YOUR INSTRUCTIONS »
If a line in the records contains the string "halo", show that line.

DATA SHOWN »
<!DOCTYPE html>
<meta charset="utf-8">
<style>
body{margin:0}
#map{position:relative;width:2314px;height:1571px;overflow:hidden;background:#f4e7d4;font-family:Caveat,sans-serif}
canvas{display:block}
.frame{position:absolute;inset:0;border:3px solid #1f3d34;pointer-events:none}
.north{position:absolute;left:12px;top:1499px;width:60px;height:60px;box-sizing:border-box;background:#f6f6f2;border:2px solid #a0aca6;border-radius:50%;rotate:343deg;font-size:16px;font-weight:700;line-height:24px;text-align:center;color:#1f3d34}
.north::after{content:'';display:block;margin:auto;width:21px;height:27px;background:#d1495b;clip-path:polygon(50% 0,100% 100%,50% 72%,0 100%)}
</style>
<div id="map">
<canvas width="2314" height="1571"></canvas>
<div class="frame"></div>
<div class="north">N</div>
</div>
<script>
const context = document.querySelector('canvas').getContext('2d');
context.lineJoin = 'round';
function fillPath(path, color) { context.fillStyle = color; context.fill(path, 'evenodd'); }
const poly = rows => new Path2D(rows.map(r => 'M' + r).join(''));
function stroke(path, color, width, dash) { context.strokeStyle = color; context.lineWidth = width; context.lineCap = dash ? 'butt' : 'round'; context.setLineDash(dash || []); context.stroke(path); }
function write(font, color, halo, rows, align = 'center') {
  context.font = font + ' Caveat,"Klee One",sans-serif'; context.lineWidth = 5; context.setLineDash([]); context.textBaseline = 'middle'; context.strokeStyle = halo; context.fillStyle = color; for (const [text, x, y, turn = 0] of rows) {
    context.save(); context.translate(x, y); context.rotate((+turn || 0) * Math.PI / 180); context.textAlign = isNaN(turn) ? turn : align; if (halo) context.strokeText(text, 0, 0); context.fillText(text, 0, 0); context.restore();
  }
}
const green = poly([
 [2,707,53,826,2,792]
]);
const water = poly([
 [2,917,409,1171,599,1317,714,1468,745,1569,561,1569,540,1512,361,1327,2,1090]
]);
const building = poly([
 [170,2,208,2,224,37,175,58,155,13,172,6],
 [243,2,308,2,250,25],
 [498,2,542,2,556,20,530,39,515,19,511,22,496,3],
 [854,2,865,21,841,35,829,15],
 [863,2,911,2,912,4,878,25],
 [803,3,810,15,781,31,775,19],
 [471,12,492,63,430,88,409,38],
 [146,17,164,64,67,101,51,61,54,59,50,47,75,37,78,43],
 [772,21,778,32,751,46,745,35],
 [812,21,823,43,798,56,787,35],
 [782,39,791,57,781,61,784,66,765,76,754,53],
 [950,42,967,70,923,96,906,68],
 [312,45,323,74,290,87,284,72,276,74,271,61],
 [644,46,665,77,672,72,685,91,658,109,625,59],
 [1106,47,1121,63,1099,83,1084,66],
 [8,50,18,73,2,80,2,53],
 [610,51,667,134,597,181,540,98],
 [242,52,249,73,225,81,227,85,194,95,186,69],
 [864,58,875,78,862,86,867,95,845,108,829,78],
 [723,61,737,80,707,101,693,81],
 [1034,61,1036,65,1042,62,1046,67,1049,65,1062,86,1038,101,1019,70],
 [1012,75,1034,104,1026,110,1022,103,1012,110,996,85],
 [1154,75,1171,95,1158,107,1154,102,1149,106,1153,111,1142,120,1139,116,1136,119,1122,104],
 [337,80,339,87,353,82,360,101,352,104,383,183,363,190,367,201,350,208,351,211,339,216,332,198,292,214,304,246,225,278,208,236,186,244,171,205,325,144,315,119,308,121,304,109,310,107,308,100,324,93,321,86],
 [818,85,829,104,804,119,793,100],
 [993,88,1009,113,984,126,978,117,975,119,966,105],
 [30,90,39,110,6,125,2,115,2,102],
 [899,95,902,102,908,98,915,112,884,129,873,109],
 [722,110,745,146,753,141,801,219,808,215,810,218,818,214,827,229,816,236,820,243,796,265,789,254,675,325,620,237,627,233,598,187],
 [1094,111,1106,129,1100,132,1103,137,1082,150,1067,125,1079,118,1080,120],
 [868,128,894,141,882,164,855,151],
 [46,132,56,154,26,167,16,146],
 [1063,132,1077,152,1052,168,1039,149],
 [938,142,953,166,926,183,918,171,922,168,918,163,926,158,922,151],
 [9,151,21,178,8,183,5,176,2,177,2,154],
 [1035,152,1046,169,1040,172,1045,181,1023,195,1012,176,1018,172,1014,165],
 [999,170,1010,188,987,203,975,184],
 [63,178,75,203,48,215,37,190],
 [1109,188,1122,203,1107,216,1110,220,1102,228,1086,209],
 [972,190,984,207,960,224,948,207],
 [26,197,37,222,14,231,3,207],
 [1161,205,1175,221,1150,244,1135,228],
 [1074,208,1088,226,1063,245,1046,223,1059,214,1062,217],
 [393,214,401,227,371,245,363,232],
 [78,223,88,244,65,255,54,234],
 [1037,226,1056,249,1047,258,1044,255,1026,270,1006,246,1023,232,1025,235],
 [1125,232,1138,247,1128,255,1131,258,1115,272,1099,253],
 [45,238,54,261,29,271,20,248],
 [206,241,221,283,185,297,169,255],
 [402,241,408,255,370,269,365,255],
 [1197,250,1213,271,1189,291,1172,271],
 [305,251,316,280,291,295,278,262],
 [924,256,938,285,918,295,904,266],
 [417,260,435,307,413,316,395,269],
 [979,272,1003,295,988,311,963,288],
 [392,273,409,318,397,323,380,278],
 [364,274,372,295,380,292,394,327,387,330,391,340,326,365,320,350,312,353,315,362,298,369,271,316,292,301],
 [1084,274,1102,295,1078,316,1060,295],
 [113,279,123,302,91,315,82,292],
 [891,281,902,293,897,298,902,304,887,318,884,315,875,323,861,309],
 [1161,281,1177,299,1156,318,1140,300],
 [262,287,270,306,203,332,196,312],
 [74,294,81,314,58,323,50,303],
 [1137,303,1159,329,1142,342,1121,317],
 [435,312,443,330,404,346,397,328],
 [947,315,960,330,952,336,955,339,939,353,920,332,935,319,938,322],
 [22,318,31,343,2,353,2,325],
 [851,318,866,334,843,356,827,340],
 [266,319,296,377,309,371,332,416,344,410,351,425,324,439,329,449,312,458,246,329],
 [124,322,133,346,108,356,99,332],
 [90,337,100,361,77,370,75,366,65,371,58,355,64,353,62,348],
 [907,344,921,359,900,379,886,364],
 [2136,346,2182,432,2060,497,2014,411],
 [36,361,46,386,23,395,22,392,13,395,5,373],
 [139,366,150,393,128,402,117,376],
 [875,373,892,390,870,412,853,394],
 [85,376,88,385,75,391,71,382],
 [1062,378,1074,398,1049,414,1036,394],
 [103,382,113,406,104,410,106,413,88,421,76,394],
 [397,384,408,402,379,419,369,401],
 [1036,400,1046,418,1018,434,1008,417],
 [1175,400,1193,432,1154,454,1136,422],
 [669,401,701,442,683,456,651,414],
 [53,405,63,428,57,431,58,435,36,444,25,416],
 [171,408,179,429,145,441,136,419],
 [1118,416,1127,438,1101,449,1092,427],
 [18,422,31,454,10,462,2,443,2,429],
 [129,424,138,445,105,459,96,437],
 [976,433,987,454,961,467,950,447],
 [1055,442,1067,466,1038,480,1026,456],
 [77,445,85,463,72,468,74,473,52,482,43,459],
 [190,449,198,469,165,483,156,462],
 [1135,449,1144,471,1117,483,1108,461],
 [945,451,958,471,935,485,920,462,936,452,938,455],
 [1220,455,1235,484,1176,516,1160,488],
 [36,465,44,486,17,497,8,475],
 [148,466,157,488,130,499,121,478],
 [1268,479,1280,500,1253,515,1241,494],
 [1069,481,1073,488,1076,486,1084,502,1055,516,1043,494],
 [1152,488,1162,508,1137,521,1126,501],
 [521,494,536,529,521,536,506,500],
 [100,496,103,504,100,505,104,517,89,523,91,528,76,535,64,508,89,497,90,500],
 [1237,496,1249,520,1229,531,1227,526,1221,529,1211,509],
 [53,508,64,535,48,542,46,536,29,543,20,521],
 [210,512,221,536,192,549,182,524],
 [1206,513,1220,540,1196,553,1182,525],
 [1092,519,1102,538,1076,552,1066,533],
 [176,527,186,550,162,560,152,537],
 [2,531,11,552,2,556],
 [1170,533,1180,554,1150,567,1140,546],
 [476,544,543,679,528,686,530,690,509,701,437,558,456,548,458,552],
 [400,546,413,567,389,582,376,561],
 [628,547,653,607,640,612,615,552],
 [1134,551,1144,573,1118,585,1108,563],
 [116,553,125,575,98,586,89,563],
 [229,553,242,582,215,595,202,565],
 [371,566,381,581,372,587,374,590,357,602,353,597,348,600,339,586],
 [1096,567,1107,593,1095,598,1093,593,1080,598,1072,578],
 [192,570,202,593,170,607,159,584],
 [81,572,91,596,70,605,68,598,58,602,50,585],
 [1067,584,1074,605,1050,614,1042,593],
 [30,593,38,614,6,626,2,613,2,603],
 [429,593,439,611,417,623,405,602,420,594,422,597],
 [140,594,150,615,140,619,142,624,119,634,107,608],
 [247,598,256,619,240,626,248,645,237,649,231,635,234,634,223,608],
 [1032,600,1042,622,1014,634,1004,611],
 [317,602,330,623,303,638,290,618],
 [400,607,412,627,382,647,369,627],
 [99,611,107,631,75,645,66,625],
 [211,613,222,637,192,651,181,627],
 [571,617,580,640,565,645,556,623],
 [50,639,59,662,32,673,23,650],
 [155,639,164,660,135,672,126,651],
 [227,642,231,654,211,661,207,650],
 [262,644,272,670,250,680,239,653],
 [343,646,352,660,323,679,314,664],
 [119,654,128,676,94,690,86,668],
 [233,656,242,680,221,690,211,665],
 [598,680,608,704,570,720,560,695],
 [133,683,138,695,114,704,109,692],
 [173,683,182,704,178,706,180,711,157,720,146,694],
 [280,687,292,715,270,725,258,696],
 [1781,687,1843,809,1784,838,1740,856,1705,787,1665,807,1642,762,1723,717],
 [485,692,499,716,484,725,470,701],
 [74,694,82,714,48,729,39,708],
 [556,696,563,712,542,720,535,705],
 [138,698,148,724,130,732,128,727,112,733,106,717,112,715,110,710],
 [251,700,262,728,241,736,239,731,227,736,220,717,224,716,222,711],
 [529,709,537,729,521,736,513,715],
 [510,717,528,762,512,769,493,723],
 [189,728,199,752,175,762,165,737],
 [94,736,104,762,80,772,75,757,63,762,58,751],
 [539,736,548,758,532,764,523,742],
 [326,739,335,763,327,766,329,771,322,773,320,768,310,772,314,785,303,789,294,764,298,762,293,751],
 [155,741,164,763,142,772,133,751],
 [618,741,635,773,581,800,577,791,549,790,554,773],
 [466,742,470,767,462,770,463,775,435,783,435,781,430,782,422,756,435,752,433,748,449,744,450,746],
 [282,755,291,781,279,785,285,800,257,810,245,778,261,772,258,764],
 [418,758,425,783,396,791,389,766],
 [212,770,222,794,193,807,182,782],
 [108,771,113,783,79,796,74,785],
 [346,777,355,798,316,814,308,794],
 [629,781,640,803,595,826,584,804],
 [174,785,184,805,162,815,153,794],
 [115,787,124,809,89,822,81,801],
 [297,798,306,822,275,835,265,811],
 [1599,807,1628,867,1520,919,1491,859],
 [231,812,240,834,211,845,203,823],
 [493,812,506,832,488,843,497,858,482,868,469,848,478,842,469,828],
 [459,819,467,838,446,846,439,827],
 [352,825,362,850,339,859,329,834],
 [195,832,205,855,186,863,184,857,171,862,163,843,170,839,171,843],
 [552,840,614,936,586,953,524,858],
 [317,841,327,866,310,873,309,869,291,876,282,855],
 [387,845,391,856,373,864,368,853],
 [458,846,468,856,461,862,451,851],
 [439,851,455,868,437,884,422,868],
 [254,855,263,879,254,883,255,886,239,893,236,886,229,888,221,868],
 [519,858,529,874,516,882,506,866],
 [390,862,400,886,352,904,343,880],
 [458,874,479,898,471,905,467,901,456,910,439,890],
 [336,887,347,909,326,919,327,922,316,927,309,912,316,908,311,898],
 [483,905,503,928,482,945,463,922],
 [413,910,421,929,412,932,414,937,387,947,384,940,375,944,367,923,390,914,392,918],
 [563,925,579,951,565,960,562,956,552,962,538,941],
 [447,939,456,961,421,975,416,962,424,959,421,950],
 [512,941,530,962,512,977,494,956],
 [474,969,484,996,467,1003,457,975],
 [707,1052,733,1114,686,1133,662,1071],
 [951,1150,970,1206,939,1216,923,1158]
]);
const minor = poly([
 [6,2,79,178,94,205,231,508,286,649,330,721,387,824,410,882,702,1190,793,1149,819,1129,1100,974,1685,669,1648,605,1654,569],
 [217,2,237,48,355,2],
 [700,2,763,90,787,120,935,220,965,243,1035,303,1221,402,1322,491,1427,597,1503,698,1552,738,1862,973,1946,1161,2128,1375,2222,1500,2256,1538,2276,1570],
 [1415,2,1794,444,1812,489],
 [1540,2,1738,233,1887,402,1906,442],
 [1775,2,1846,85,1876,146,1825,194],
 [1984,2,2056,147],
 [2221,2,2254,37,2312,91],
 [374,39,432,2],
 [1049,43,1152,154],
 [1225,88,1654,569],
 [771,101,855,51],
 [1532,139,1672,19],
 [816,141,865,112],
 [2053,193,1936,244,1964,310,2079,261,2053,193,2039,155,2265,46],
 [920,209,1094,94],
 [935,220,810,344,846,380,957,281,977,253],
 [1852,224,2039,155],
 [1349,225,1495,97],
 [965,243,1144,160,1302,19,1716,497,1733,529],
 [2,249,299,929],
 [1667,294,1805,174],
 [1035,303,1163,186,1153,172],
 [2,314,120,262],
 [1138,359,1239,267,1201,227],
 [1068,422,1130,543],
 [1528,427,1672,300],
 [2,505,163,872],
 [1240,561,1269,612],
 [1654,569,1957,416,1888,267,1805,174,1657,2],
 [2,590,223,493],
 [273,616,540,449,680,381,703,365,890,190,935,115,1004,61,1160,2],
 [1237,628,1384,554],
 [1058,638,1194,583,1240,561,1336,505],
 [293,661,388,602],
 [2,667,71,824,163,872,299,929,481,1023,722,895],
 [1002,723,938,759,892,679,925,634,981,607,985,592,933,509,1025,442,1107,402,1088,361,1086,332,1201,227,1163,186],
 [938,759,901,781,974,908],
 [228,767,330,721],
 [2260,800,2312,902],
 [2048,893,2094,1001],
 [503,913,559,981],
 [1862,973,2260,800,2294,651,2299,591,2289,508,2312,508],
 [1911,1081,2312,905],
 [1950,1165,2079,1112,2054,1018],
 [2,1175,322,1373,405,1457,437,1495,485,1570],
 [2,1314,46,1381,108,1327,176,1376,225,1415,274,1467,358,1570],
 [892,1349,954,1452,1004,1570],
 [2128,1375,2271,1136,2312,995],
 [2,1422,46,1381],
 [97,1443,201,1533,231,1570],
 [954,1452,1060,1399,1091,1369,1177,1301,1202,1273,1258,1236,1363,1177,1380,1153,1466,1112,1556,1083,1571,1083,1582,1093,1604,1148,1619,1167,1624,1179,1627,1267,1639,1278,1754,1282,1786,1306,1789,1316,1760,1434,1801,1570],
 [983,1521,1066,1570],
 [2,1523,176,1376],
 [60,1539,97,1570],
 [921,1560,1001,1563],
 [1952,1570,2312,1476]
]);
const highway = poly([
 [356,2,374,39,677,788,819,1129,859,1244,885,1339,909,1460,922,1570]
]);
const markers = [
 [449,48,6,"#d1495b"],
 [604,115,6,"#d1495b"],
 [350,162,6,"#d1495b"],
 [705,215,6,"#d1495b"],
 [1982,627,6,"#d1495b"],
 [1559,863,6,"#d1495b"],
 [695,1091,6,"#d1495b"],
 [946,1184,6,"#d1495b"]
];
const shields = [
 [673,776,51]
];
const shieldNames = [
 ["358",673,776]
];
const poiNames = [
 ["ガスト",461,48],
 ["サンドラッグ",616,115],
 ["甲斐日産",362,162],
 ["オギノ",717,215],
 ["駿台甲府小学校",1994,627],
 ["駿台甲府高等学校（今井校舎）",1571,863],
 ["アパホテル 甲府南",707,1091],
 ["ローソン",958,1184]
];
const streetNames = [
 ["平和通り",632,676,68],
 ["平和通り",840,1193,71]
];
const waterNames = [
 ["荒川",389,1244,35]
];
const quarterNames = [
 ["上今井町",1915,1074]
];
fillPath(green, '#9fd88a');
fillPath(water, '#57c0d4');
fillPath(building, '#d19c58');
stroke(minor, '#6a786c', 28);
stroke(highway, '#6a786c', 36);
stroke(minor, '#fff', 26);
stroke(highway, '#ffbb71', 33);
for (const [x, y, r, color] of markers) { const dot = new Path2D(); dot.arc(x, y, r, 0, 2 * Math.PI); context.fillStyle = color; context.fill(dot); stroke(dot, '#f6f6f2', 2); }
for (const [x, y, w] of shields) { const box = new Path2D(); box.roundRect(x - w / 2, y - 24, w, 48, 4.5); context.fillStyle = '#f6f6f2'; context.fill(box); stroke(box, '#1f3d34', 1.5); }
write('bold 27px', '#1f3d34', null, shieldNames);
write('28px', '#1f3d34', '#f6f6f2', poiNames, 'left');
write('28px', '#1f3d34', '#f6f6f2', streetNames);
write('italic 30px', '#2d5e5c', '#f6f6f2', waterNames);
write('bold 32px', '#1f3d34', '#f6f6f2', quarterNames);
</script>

ANSWER TO THIS EXERCISE »
function write(font, color, halo, rows, align = 'center') {
  context.font = font + ' Caveat,"Klee One",sans-serif'; context.lineWidth = 5; context.setLineDash([]); context.textBaseline = 'middle'; context.strokeStyle = halo; context.fillStyle = color; for (const [text, x, y, turn = 0] of rows) {
    context.save(); context.translate(x, y); context.rotate((+turn || 0) * Math.PI / 180); context.textAlign = isNaN(turn) ? turn : align; if (halo) context.strokeText(text, 0, 0); context.fillText(text, 0, 0); context.restore();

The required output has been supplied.